Ancak meşru olmak yalnız olmamayı garantilemiyor. Son haftalarda sıklıkla görüldüğü üzere meydanların çoğunda "Filistin halkı yalnız değildir" ... diye başlayan anti-emperyalist nutuklar ve ilgili güruhların yaklaşımları "tamamem duygusaldır." Filistinle ilgisi yoktur. Bu kitlenin çoğu Filistin'i haritada bile seçemez. Hemen belirtelim "Filistin halkı yalnızdır." saptaması tersi için belirtilenden daha yerinde ve gerçektir. Yalnız olmazsa bu açık zulme bu kadar maruz kalmazdı. Bu kadar karşı olan bir çıkışın, nedeni Türkiye'de cenahı önemsiz bir şekilde herkes "Filistin davasının/halkının" yanında olduğunu "iddia etmekte" ve çoğu zaman slogan düzeyinde bunu ifade etmektedir.
Türkiye'nin siyasetçileri başta olmak üzere bir çok kesiminin içersinde olduğu bu tutumun "reel" olmadığını göstermek amacıyla aşağıdaki tabloyu bilgilerinize sunarız. Türkiye'nin İsrail'den yaptığı ithalat miktarı Filistinden yapılan ithalatın bazı yıllarda 7.590 katı olmuş. Bu ithalat verilerinin Mavi Marmara olayından sonraki iki yıl daha da yükselmiş olması çok daha trajiktir. Trajik olmanın ötesinde toplumun ve halkların gündemi ile devlet siyasetçileri ve tüccarların gündemi arasında uyum olmaz. Tüccar "babalar gibi satma" derdinde olur ve satar.
Türkiye'nin dış politikasında kutuplar arasında pin-pon topu gibi olma halinde, bu "derdin şedid bir hale gelmesi" yatar. Türkiye ve özellikle "MHP'nin yedeğine düşen AKP İktidarı" iç ve dış siyasette zik-zaklar çizmeye başlamıştır. Çoğu zaman gündem değiştirme hamlesi olduğu ifade edilen ve dışarıdan bir plansızlık görüntüsü veya "eksen kayması" olarak okunan durum, salt siyasal "neo-osmanlıcılıkla" açıklanamaz. Birçok siyasal gelişme gibi ekonomik dinamiği olan Türkiye-İsrail ilişkileri de siyasal alanda ne olursa olsun belirli bir seyir içerisinde devam etmektedir.

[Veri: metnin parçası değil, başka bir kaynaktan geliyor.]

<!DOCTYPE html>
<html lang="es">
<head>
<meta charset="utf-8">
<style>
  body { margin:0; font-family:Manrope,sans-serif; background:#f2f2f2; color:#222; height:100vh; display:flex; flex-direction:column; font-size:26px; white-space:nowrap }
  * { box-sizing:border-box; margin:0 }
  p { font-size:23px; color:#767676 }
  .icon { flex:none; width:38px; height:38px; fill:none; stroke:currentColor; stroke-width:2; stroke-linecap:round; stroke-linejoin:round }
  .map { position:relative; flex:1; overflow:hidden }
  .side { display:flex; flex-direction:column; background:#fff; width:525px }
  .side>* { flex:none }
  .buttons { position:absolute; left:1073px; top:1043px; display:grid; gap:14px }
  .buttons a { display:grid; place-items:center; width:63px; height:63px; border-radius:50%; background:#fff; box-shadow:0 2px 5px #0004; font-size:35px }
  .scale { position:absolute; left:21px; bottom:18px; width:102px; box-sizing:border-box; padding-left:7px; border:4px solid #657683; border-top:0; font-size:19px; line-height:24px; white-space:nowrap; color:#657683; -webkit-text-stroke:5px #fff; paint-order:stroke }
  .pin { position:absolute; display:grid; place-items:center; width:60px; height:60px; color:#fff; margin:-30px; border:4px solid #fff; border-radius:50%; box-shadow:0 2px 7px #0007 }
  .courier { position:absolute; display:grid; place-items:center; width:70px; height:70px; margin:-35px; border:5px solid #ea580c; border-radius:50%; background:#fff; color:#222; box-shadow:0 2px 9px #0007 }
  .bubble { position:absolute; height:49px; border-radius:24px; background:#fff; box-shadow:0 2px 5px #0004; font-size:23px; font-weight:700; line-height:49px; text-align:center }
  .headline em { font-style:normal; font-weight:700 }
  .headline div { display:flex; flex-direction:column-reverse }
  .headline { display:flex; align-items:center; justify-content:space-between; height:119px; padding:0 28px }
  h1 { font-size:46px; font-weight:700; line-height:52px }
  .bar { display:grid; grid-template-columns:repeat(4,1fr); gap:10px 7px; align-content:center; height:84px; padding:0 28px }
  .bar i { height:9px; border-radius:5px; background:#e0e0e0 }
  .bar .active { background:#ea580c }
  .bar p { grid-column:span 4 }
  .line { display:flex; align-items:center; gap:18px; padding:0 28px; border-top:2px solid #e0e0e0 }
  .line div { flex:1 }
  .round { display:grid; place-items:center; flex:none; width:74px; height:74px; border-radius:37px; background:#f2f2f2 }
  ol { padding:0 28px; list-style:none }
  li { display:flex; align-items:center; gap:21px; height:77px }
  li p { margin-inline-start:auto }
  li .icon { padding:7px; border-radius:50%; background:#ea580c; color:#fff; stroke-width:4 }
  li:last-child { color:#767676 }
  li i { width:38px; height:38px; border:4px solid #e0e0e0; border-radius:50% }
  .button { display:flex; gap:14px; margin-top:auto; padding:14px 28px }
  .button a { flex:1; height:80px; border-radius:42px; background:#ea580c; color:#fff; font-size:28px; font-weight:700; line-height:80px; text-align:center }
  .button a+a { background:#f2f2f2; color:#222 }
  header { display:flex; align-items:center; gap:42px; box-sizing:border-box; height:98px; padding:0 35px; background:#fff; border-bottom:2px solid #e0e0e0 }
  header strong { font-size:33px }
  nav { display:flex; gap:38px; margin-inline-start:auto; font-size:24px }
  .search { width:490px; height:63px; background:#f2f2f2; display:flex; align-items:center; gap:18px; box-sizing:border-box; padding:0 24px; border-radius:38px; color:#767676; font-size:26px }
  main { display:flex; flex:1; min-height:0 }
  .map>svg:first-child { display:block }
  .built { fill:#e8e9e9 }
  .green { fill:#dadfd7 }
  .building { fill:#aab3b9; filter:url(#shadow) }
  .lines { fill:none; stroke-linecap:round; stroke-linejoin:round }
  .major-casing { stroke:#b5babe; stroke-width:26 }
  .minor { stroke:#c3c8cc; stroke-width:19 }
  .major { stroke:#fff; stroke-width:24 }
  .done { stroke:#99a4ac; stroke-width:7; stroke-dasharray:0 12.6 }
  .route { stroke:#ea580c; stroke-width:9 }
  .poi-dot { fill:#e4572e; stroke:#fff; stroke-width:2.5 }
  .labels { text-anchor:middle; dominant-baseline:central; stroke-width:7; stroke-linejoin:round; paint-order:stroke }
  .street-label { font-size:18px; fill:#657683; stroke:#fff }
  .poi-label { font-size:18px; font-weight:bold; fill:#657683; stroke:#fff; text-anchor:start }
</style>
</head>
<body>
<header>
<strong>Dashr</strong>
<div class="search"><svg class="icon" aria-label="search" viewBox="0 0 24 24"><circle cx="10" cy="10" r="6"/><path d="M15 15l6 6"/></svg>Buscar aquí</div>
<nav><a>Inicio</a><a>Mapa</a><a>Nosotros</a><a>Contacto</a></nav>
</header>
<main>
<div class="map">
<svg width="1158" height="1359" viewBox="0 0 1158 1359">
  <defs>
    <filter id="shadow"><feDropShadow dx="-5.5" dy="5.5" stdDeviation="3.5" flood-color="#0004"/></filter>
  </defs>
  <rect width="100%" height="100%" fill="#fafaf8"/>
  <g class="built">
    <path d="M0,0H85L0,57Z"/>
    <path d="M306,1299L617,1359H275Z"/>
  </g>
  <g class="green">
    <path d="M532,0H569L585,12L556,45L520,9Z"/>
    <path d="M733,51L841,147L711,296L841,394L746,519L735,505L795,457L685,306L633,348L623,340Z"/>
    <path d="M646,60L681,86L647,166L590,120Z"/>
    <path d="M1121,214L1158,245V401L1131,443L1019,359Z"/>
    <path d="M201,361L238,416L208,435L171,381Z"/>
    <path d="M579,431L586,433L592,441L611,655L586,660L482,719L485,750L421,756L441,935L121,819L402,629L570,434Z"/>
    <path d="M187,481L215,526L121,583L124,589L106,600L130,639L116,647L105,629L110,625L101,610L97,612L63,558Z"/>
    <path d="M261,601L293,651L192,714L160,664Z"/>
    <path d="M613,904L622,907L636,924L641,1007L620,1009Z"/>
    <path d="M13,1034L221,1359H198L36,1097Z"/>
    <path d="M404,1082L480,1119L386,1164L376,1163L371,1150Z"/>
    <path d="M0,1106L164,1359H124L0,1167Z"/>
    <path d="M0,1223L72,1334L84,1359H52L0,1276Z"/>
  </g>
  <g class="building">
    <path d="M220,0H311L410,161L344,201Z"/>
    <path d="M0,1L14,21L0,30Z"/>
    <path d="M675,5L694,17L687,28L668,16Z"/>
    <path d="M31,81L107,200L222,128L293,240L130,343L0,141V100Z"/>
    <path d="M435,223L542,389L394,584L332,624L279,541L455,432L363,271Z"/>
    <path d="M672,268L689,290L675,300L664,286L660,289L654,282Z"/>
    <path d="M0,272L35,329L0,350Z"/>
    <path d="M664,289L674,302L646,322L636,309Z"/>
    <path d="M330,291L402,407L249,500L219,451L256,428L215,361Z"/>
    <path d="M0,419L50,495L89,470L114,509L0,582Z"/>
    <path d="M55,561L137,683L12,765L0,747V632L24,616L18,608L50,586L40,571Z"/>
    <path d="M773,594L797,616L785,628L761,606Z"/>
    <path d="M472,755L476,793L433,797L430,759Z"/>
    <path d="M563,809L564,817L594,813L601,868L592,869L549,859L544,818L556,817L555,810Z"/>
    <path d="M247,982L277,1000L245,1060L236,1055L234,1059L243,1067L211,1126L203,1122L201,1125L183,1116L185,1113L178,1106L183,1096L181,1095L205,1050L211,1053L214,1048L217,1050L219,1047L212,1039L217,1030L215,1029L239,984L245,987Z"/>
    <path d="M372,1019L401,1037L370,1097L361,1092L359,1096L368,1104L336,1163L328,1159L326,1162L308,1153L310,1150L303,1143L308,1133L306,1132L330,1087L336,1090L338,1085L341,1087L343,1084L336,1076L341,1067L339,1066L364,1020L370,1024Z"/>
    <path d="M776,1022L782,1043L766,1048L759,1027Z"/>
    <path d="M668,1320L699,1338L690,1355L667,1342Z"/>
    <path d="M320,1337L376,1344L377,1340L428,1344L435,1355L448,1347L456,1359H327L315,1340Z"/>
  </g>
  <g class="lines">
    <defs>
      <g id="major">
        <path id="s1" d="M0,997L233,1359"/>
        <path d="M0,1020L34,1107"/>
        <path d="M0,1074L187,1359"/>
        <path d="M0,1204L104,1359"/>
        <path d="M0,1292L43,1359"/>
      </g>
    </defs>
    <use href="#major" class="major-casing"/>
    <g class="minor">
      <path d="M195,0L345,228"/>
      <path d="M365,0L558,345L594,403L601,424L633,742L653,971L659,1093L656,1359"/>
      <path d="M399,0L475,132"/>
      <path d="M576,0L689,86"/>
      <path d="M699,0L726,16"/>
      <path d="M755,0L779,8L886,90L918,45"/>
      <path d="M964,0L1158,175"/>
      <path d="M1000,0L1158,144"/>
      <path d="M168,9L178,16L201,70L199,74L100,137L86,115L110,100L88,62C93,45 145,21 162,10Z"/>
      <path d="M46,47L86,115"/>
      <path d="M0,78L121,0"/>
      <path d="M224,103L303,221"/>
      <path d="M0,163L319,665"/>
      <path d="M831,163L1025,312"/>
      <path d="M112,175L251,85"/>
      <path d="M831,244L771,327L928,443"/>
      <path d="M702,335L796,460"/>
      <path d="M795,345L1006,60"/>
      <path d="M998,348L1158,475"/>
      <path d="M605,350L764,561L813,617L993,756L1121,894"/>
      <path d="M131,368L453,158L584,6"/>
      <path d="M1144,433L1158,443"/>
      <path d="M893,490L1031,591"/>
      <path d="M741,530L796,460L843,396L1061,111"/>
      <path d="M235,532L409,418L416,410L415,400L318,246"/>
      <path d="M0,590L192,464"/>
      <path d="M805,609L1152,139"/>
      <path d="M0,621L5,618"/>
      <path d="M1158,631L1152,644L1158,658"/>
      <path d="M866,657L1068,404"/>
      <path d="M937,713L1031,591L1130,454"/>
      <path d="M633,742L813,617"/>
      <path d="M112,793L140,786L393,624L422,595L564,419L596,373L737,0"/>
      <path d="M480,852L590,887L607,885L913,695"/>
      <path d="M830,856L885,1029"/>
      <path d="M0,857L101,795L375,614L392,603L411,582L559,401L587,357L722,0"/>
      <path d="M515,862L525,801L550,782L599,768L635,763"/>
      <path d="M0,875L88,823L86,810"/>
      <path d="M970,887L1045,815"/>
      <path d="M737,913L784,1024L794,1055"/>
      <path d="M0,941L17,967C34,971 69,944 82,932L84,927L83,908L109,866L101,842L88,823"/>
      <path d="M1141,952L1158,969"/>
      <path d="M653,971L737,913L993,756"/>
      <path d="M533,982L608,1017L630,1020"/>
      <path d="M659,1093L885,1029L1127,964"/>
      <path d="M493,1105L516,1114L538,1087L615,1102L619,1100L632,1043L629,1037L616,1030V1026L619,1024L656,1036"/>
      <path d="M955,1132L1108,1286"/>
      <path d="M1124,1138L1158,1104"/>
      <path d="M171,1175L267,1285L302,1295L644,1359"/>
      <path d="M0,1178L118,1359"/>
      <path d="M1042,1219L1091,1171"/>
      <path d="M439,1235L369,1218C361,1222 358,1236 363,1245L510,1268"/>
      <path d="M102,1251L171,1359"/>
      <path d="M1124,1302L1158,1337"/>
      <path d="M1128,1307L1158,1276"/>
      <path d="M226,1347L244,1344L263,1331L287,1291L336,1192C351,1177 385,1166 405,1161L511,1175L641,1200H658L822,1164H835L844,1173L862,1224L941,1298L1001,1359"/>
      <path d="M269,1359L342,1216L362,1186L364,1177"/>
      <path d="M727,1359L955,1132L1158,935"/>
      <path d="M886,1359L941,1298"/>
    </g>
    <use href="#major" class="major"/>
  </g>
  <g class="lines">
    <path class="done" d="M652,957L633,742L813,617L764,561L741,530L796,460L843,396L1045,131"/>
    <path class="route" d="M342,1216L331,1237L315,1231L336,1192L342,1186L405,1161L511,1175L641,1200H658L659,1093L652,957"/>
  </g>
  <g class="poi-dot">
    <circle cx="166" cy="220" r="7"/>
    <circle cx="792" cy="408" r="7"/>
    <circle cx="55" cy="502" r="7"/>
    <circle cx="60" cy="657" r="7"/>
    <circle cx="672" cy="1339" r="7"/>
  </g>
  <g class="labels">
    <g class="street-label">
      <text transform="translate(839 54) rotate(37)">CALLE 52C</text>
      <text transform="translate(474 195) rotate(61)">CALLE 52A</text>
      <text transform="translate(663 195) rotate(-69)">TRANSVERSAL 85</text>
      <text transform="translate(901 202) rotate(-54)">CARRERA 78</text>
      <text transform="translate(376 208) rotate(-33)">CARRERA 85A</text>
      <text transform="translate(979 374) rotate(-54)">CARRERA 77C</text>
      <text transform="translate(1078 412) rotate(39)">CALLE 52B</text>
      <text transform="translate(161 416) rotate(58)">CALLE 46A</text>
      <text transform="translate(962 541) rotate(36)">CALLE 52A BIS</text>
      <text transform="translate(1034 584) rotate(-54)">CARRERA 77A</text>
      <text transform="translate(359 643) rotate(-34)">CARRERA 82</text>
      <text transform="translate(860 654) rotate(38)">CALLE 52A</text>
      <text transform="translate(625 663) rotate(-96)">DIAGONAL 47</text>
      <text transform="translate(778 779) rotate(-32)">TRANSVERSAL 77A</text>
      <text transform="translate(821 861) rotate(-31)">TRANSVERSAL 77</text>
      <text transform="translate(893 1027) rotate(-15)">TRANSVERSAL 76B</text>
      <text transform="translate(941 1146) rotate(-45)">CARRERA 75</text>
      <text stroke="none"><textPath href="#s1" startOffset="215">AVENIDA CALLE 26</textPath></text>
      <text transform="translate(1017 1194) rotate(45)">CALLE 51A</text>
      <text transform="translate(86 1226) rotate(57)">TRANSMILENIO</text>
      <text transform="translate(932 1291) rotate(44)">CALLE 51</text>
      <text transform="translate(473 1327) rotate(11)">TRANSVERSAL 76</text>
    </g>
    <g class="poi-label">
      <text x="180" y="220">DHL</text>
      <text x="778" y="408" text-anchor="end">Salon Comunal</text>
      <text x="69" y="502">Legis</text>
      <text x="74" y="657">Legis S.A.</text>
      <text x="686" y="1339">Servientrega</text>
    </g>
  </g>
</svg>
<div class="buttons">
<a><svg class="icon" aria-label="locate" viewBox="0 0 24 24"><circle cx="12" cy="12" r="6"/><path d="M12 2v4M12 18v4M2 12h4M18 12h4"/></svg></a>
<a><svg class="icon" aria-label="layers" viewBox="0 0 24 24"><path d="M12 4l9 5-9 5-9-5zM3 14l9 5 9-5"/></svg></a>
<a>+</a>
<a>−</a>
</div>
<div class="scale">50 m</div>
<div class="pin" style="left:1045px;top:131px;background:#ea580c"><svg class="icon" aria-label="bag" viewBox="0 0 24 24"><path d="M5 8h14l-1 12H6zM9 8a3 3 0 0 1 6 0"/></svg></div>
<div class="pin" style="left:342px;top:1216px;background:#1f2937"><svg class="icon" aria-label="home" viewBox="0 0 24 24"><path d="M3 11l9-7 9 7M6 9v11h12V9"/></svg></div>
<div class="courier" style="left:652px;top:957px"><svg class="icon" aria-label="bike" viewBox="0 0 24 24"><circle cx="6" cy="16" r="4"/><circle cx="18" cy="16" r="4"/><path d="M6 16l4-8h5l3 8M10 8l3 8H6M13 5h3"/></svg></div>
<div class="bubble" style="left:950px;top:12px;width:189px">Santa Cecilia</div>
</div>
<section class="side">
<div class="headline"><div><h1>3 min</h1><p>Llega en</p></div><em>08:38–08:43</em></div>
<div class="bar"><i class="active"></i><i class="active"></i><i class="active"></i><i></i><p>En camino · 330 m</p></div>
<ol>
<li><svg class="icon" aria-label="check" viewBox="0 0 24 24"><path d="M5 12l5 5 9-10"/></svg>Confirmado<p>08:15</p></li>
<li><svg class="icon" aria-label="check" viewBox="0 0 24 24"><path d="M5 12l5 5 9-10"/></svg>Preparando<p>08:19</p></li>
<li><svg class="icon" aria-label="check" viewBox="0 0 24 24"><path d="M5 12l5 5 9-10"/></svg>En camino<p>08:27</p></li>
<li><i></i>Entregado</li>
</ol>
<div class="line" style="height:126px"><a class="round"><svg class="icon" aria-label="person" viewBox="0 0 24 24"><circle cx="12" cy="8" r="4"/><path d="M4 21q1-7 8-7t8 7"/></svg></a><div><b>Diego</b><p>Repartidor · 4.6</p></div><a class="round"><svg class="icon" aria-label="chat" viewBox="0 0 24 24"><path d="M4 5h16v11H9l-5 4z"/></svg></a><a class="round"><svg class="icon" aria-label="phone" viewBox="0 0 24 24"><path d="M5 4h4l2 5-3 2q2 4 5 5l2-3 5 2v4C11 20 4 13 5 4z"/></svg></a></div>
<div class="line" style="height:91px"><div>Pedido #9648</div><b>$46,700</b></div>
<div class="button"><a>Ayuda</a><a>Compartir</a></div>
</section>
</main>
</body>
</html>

Türkiye "Mavi Marmara" vakasından sonra İsrail'den 14,8 Milyar Dolarlık ithalat yapmıştır. Bunun dışında şu üç örnek dikkat çekicidir.
1) İronik bir şekilde "Mavi Marmara"vakasından çok kısa bir süre önce AKP, Türkiye vetosunu kaldırdığı için İsrail OECD'ye üye olabilmiştir.
2) 2012-16 Yılında da İsrail'in NATO Kapsamında tatbikat yapabilmesi ve temsilcilik açabilmesi yine AKP'nin onayı ile olmuştur.
3) Türkiye ile İsrail'in "Esed"politikasındaki uyumu ise dikkat çekicidir.
Bunun gibi birçok siyasi başlık tespit edilebilir. Ancak Türkiye'nin İsrail'den yaptığı ithalat verilerini gösteren aşağıdaki grafikte de görüleceği üzere milyar dolarlık hacmi olan bir ticaret söz konusudur.
Bu yönüyle her gündeme gelişinde kolaycılık olarak "malları boykot" edelim diyen zevatın da çok da bu sözü yerine getiremediği görülmektedir. 2017 yılının ilk 9 ayının verileri bile neredeyse Mavi Marmara Vakasının yılı kadar bir ithalatla sonuçlanmış durumdadır. TÜİK'ten alınan resmi verilerin tabloda ortaya koyduğu gibi İsrail ile ticarette sorun yok. Son yıllarda Filistin ile yapılan ithalatta radikal bir artış var ama israil ile 2017'de yapılan ithalat filistinin 308 katıdır. Bu açıdan 2010 yılından bu yana israilden yapılan ithalat Filistinden yapılanın neredeyse bin katıdır. (995 Katı).